The IMF Working Papers series is designed to make IMF staff research available to a wide audience. Almost 300 Working Papers are released each year, covering a wide range of theoretical and analytical topics, including balance of payments, monetary and fiscal issues, global liquidity, and national and international economic developments.

Summary of WP/92/66

“The Dissolution of the Austro-Hungarian Empire: Lessons for Currency Reform” by Michael G. Spencer and Peter M. Garber

The dissolution of the Austro-Hungarian Empire in 1918 provides a salient historical example of a currency union whose breakup was not forced by occupation authorities or civil war or orchestrated by a colonial power. This example is particularly instructive now, because the changes in the economic and political landscape 74 years ago closely parallel current developments in Eastern Europe.
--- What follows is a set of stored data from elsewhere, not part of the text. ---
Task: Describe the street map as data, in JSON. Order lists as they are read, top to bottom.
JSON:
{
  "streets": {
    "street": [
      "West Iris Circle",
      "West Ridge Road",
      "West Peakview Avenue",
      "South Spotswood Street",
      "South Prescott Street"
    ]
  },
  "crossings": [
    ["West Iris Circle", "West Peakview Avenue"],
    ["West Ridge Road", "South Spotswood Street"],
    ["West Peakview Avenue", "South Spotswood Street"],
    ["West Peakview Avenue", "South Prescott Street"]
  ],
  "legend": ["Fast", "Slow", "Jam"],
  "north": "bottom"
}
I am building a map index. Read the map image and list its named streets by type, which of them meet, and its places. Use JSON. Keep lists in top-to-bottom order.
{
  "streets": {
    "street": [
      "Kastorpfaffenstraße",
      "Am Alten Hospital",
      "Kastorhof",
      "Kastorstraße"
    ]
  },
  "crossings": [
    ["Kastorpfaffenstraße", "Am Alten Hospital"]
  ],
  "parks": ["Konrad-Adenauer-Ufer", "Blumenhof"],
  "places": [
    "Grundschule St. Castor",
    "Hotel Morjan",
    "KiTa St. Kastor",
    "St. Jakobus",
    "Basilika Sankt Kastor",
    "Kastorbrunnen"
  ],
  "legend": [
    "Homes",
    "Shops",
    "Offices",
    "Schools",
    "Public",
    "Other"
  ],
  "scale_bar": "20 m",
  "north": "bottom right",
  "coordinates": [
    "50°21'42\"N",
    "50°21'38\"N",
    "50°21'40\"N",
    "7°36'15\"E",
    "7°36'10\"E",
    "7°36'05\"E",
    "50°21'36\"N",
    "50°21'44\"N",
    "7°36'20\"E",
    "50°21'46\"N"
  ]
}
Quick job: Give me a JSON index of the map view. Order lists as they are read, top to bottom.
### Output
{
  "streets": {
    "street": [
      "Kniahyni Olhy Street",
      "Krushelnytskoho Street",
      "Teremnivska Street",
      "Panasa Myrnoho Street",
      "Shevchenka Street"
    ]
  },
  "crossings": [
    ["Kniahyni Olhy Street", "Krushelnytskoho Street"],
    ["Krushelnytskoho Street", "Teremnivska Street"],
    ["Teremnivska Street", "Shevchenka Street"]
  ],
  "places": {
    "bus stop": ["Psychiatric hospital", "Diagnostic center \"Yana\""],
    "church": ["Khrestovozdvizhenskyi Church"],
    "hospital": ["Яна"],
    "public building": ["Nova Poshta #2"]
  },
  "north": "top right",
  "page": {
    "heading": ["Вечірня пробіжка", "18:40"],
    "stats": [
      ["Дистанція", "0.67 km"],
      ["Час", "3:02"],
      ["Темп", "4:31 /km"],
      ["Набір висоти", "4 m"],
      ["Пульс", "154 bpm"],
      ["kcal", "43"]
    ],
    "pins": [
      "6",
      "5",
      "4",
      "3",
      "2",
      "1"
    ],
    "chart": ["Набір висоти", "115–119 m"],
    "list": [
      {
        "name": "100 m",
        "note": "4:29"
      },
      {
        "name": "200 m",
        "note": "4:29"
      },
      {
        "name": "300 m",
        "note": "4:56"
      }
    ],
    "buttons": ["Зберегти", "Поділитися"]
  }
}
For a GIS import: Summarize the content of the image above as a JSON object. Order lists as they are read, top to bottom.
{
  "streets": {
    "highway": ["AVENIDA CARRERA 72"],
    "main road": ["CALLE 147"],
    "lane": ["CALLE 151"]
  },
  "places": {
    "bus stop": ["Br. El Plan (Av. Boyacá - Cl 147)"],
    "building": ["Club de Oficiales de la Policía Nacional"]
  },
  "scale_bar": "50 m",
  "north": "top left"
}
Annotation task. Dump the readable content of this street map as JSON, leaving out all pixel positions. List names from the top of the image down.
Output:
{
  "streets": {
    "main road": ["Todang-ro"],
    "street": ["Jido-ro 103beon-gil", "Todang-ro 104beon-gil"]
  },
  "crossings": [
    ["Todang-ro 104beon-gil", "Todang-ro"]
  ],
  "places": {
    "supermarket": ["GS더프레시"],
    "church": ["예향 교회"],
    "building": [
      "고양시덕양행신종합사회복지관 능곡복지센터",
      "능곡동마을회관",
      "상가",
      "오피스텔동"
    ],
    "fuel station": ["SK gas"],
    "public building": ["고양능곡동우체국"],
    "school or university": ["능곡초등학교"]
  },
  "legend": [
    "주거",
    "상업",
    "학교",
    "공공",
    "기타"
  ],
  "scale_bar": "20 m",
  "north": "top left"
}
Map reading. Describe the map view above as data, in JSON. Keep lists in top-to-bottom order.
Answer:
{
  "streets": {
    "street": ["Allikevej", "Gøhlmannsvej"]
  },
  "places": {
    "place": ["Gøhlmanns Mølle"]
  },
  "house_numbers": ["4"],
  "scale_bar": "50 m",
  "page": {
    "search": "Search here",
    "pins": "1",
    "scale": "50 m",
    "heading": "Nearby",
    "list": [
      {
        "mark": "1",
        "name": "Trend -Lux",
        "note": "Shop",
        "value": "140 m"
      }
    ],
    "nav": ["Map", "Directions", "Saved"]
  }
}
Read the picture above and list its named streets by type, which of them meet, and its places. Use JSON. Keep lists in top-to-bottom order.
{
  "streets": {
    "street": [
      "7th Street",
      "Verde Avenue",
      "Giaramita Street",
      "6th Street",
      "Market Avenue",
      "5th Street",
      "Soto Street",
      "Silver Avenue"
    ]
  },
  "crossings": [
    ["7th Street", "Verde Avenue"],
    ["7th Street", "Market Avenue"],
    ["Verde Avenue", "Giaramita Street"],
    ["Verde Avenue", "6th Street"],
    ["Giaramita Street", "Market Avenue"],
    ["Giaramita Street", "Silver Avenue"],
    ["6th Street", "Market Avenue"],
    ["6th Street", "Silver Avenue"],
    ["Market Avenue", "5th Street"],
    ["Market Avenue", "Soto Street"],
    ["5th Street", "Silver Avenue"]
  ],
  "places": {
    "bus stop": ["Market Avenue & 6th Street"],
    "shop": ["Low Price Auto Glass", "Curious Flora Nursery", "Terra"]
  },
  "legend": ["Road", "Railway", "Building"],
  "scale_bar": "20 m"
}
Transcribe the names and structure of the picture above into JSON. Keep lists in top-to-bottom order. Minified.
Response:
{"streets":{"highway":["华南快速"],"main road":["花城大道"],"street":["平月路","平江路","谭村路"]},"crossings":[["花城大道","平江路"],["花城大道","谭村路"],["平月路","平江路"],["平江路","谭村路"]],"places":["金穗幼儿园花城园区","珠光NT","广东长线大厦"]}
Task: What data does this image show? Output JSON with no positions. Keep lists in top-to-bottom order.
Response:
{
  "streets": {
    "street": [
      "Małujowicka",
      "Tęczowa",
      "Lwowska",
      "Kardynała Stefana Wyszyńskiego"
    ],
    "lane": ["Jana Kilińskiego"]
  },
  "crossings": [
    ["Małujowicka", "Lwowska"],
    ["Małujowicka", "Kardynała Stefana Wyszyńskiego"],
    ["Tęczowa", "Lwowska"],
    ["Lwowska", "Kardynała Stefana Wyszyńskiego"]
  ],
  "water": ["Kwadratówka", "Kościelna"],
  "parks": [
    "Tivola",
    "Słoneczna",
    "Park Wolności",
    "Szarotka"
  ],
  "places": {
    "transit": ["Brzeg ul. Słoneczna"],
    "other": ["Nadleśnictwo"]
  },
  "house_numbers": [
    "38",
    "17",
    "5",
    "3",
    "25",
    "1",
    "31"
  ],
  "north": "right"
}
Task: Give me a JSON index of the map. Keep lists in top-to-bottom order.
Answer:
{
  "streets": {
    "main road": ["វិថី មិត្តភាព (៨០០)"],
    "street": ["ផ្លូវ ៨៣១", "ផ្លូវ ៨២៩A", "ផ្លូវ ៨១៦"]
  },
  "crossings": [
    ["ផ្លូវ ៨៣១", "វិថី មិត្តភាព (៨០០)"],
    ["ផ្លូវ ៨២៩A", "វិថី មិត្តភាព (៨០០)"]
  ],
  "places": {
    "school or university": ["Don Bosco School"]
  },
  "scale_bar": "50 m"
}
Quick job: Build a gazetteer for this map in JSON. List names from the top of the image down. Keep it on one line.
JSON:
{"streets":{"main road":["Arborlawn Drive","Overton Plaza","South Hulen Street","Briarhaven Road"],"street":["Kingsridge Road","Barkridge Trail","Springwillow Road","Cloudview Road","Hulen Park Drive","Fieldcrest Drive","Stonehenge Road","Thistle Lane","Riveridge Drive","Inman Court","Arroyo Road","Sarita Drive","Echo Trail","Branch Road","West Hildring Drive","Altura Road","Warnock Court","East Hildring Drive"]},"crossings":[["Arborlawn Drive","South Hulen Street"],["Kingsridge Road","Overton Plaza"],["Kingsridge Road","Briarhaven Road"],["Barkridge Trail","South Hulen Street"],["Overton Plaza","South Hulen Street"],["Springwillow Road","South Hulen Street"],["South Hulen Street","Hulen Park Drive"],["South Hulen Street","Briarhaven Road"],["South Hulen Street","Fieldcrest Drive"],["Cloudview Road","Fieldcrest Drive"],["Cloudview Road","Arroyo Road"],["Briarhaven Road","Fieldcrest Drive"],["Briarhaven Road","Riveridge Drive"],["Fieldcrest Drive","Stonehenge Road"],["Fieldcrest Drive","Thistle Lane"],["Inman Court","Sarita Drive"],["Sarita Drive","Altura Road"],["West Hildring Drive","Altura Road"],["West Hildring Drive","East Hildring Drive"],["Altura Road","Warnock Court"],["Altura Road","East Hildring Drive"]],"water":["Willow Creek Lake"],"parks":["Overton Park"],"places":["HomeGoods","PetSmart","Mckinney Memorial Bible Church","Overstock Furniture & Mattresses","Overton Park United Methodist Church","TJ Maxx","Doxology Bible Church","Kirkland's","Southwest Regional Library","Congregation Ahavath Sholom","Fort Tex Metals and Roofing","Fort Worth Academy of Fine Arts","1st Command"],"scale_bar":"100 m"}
Beginning in March 1919, the Kingdom of Serbs, Croats, and Slovenes, Czechoslovakia, Austria, Romania, and Hungary successively undertook currency reforms designed to create identifiable domestic currencies over which their own institutions had control. This episode provides the best historical example of the transition from a breakaway reform-- that is, a currency reform undertaken unilaterally by one of a group of states in a currency union--to a successor state reform, in which all states in the currency union introduce reforms.

This paper investigates the currency reforms instituted by the Austro-Hungarian successor states. Of particular interest is the sequence of events and the consequent incentives and opportunities for individuals to choose where to convert their currency based on where the Austro-Hungarian crown notes that were being replaced had their highest real value. The paper also includes a discussion of the liquidation of the Austro-Hungarian Bank.

This historical episode suggests the following observations. First, currency separation can be accomplished relatively quickly. Second, if currency separation is not undertaken simultaneously in each region, differential tax-inclusive conversion rates will create incentives for individuals to spend or exchange their old notes in the region where they are most valuable. Third, states that are late in breaking away from the currency union may ultimately convert more than their previous shares of the old notes. An agreement among authorities to liquidate central bank assets prorated on the amount of currency collected, and to return these notes to the bank of issue, will only partially compensate for the lost goods. Fourth, the existence of such incentives, created by the withdrawal of one significant region from the currency union, will lead to defensive currency reforms in the remaining regions. Hence, a breakaway reform introduced by one region is likely to lead to reforms being introduced in all regions. Finally, currency reform will succeed in creating a stable medium of exchange only if it is accompanied by sound fiscal and monetary policies. It is not necessary, however, for fiscal restraint to precede currency reform if the new monetary authorities are constrained in their ability to extend credit to the state.